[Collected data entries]
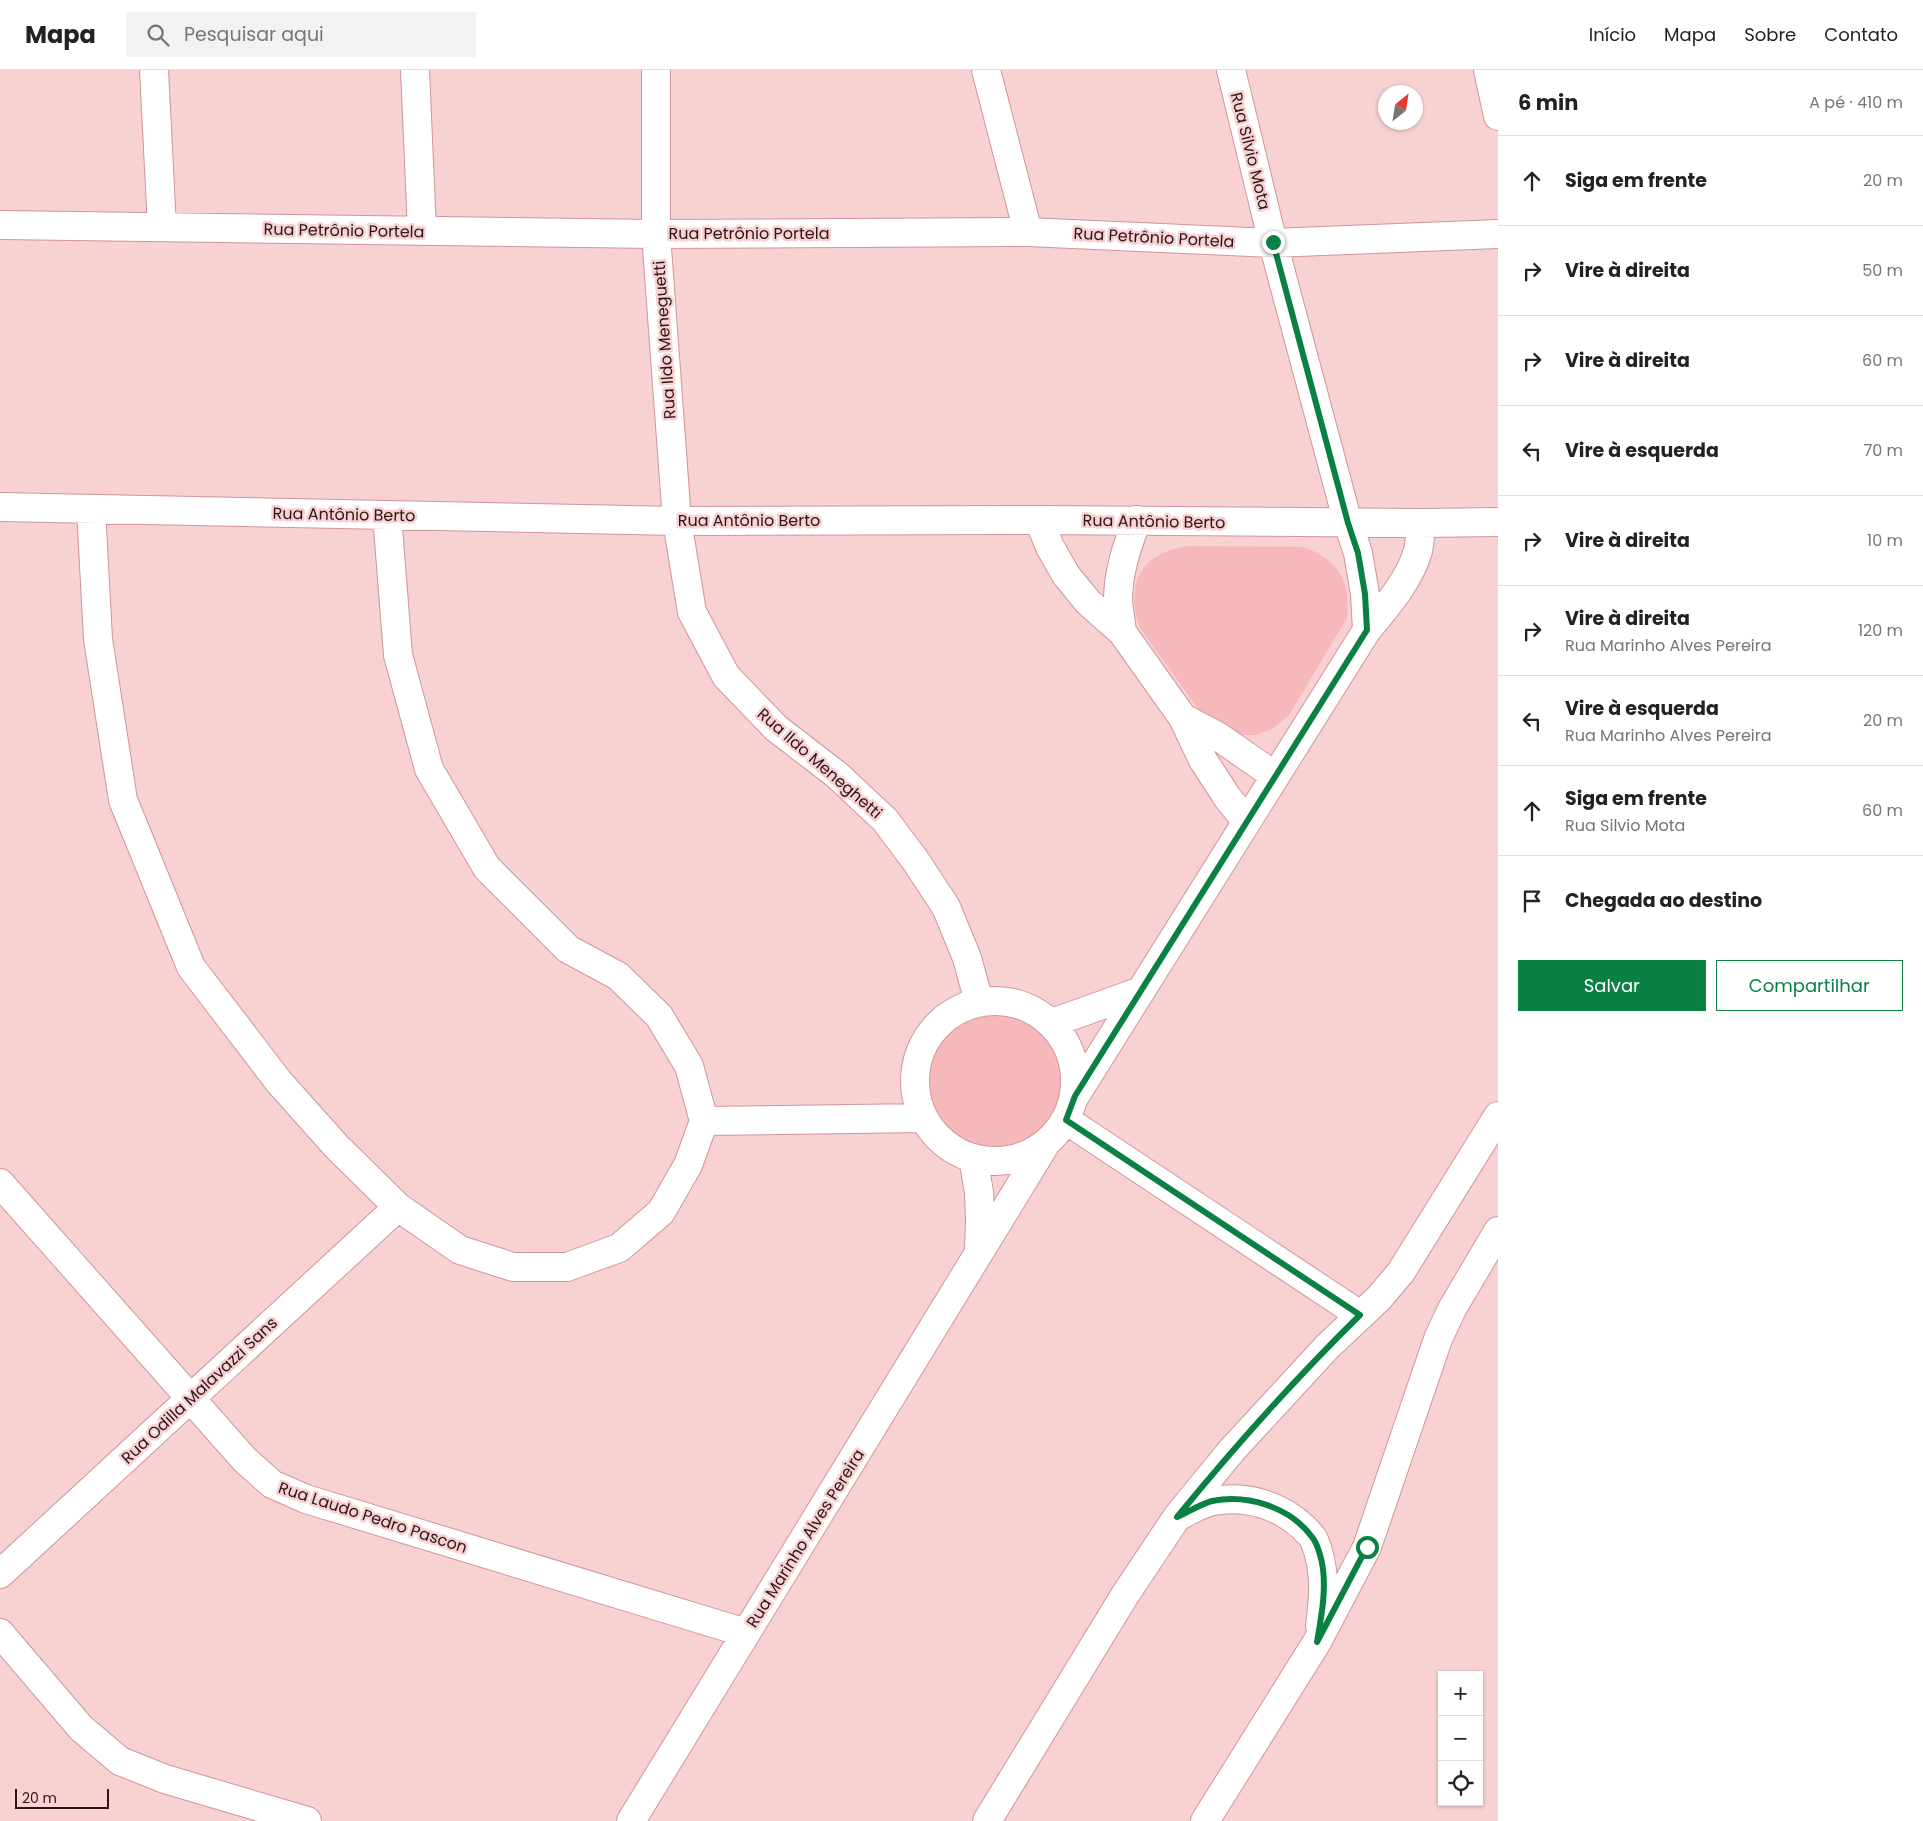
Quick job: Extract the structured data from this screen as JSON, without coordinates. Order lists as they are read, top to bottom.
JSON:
{
  "streets": {
    "street": [
      "Rua Silvio Mota",
      "Rua Petrônio Portela",
      "Rua Ildo Meneguetti",
      "Rua Antônio Berto",
      "Rua Ildo Meneghetti",
      "Rua Odilla Malavazzi Sans",
      "Rua Laudo Pedro Pascon",
      "Rua Marinho Alves Pereira"
    ]
  },
  "crossings": [
    ["Rua Silvio Mota", "Rua Petrônio Portela"],
    ["Rua Silvio Mota", "Rua Antônio Berto"],
    ["Rua Petrônio Portela", "Rua Ildo Meneguetti"],
    ["Rua Ildo Meneguetti", "Rua Antônio Berto"],
    ["Rua Ildo Meneguetti", "Rua Ildo Meneghetti"],
    ["Rua Antônio Berto", "Rua Ildo Meneghetti"],
    ["Rua Ildo Meneghetti", "Rua Marinho Alves Pereira"],
    ["Rua Odilla Malavazzi Sans", "Rua Laudo Pedro Pascon"],
    ["Rua Laudo Pedro Pascon", "Rua Marinho Alves Pereira"]
  ],
  "scale_bar": "20 m",
  "north": "top right",
  "page": {
    "header": "Mapa",
    "search": "Pesquisar aqui",
    "nav": [
      "Início",
      "Mapa",
      "Sobre",
      "Contato"
    ],
    "heading": ["6 min", "A pé · 410 m"],
    "list": [
      ["Siga em frente", "20 m"],
      ["Vire à direita", "50 m"],
      ["Vire à direita", "60 m"],
      ["Vire à esquerda", "70 m"],
      ["Vire à direita", "10 m"],
      ["Vire à direita", "Rua Marinho Alves Pereira", "120 m"],
      ["Vire à esquerda", "Rua Marinho Alves Pereira", "20 m"],
      ["Siga em frente", "Rua Silvio Mota", "60 m"],
      "Chegada ao destino"
    ],
    "buttons": ["Salvar", "Compartilhar"],
    "map_buttons": ["+", "−"],
    "scale": "20 m"
  }
}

Work task: Wherever the word "frente" appears in the entries above, copy that line.

Response:
      ["Siga em frente", "20 m"],
      ["Siga em frente", "Rua Silvio Mota", "60 m"],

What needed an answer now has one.